Une question importante était sur toutes les lèvres. Le modèle du guide Michelin est-il éculé? Doit-il se renouveler? Ces dernières années, de nombreuses critiques ont ainsi frappé le guide. Dans une étude intitulée « Etoiles Michelin: quel impact économique et financier sur les restaurants? », datant de février 2017, le professeur d’économie et chercheur Olivier Gergaud affirmait que l’impact de la perte d’une étoile était bien plus fort que celui de son gain. Il confiait même à France Info TV que l’investissement « pour atteindre et surtout maintenir un standing digne des exigences implicites, mais bien réelles, du guide peut monter jusqu’à 1 million d’euros pour les deux ou trois étoiles ».

« Il y a dix ans de cela, obtenir un étoile Michelin était un véritable honneur. Mais dans le contexte économique actuel, c’est plus un cadeau empoisonné », confiait également la cheffe belge Karen Keygnaert à Munchies en 2017, alors qu’elle rendait l’étoile qui avait auréolé son restaurant brugeois A’Qi pendant 5 ans, avant l’ouverture d’une nouvelle adresse plus accessible dans la même ville.

En 2005, lorsqu’Alain Senderens fermait le Lucas Carton pour ouvrir un nouvel établissement moins cher, le Senderens, il confiait déjà au Figaro: « On change de société, il faut que le Michelin change aussi. Ce n’est pas parce qu’il y a un bouquet d’orchidées que l’assiette est meilleure. »
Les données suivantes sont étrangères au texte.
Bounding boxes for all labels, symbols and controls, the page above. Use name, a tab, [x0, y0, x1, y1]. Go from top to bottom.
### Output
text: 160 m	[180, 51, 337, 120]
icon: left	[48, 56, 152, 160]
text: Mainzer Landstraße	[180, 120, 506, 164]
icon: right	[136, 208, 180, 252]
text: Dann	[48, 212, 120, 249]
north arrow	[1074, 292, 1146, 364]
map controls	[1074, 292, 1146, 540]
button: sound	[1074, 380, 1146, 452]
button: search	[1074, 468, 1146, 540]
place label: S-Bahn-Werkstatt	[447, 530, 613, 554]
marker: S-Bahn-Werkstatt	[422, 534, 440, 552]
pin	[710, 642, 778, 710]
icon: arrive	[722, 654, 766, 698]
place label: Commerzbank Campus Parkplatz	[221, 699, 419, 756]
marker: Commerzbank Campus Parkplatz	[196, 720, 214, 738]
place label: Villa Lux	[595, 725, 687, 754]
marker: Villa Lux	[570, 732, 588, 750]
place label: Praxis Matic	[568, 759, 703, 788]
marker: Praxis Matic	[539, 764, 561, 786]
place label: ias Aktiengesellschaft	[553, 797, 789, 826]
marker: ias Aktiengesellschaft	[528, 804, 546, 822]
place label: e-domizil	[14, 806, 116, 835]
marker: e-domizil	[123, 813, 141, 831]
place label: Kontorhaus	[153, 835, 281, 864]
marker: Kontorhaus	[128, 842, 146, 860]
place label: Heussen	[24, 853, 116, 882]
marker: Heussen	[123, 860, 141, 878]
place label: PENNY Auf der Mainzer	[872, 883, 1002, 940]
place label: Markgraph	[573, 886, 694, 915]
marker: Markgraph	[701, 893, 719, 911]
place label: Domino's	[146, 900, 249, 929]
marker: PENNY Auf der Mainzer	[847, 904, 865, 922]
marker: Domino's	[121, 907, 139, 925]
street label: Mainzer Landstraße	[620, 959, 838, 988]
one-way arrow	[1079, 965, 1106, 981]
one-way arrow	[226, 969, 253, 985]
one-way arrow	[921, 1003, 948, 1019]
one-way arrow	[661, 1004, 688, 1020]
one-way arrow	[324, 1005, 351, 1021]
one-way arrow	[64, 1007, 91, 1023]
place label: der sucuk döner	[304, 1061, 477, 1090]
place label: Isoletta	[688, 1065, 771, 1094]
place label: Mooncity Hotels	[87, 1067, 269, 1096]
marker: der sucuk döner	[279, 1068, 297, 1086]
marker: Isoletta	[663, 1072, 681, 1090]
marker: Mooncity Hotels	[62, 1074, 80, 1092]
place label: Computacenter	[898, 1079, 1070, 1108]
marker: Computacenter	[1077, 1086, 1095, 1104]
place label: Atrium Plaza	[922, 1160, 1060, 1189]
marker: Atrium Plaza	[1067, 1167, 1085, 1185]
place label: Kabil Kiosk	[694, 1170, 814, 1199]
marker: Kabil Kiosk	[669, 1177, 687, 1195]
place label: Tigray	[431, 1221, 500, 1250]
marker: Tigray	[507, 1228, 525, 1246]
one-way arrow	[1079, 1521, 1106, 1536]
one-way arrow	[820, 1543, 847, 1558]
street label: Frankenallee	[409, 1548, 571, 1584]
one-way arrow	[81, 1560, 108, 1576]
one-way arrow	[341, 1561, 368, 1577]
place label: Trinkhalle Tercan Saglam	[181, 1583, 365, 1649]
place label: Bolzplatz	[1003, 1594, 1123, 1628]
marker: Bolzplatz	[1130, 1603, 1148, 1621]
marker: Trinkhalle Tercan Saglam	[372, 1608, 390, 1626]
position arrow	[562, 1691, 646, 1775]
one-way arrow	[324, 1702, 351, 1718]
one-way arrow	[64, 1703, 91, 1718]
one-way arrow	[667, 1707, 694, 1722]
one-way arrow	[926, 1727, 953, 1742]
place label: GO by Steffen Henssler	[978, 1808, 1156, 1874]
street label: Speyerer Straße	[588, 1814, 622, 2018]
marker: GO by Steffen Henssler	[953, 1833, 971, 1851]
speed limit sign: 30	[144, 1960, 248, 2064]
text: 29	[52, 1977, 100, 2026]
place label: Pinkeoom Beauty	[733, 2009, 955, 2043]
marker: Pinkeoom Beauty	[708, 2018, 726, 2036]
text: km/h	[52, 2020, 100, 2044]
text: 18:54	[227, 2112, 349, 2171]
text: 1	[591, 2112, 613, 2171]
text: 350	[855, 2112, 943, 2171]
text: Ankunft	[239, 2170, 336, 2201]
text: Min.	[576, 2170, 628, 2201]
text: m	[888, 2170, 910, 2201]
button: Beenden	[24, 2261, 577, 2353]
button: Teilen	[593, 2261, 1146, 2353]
Le Michelin ne fait plus recettes

Le guide Michelin avait bien essayé de rajeunir son image, en rachetant 40% des parts du guide Le Fooding en septembre 2017. On avait pourtant un peu de mal à croire à ce mariage de raison entre deux guides que tout oppose. Le fondateur du Fooding, Alexandre Cammas, avait en effet clamé quelque temps auparavant dans les pages de Télérama, que le guide Michelin était en grande partie responsable du déclin de la gastronomie française à l’étranger… Lui qui a toujours plutôt misé sur la cuisine bistrotière plus accessible et plutôt parigot. Mais cette union était nécessaire pour faire face à d’autres prescripteurs désormais de poids, comme Trip Advisor – un mastodonte du genre, avec ses 315 millions visiteurs uniques – ou le très tendance classement du World’s 50 Best Restaurants.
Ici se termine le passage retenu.